GA: Oh, I hope so. I write a letter every year.
Single page. I have a rule. I call it the single page, single glass rule. Don’t write anything longer than it takes you to get through a single glass of wine or a beer or a Diet Coke, whatever your pleasure, right? If you’re working your way into your second glass and you’re still writing, you’ve gone way too long. Every year, we get a letter that’s front and back and in columns. I love their family dearly but that’s too much.
KC: Yes. It makes it difficult to read. Those
letters I get halfway through and just stop. I look at the family photo, smile and move on to the next letter. Where should the letter writer start? Help me out here?
GA: I think, “What have we done this year?”
We’re so prone in our busy life to think in terms of accomplishments, to-do lists and that’s sort of where we start and that’s fine.

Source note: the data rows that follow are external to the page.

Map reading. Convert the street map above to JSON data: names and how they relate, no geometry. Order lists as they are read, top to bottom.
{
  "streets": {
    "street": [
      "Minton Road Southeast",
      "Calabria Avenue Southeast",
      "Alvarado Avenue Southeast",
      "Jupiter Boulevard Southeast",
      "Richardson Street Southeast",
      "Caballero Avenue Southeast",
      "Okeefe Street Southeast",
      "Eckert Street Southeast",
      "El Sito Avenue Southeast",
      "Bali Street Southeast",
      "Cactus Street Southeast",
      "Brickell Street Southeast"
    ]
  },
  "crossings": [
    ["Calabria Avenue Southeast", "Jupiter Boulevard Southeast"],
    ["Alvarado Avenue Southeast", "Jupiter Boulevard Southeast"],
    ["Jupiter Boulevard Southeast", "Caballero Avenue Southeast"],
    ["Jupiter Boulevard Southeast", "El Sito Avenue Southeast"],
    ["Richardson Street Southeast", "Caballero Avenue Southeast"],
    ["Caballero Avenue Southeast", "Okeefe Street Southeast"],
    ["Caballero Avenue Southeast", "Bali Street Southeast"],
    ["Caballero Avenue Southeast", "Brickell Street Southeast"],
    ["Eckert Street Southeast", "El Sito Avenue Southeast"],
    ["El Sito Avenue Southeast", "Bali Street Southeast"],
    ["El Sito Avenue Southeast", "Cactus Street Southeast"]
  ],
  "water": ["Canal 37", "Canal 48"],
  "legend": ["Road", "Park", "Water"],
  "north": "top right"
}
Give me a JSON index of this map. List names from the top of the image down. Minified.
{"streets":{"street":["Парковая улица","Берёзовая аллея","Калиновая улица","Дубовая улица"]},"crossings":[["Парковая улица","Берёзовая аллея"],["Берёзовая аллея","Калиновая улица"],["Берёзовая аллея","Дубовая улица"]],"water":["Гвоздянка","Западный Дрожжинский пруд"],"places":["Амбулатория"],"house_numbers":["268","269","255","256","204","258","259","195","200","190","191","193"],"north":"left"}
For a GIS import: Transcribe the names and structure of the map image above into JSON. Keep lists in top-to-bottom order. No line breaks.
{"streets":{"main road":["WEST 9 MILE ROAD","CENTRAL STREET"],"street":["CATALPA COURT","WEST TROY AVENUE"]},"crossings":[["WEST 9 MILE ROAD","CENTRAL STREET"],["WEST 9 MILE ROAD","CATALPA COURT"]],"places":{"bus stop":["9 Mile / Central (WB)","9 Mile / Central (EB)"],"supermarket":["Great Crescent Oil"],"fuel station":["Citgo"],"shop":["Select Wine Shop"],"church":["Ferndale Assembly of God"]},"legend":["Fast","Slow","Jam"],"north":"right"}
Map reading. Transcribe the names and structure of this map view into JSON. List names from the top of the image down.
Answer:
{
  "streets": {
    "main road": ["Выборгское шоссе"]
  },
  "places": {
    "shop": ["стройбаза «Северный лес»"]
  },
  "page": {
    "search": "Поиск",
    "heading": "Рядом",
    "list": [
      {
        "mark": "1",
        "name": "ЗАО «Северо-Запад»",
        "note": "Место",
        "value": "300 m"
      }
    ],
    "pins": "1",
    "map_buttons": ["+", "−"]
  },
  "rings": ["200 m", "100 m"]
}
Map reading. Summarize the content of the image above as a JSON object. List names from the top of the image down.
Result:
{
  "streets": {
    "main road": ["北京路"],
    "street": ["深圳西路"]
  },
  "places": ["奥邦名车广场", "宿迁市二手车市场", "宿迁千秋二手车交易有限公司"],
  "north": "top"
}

We start with where we went on vacation, the sports our kids play, and all the places that we have to drive for car pool, and the things that we do at work. And that’s a great starting point except life isn’t, hopefully, lived in a to-do list. It’s really a series of moments connected together. What you want to do is really take it to the next level and make it not about the list, but about the moments.
KC: Is it okay to not make everything sound so perfect? Because I enjoy the funny stories, “Bobby slid into home base and broke his arm but the team won.”
GA: Oh, absolutely. The best letters sound like
you’re talking to your best friend on the phone. Yes, they should be authentic. They should sound like you. They don’t even have to be extensive. We got a letter one year that was just the story of our friend’s bear encounter that summer. They had gone camping, and they thought they were these great outdoors people, and they were hiking, and they were having a great time. But they were completely done in by this little baby black bear, and it was hysterical. If you want to look at it as a moral of the story, they were like, “We’re not as cool as we thought we were.” Think about it as the art of connecting with other people. It shouldn’t look and sound like a game of out-doing each other.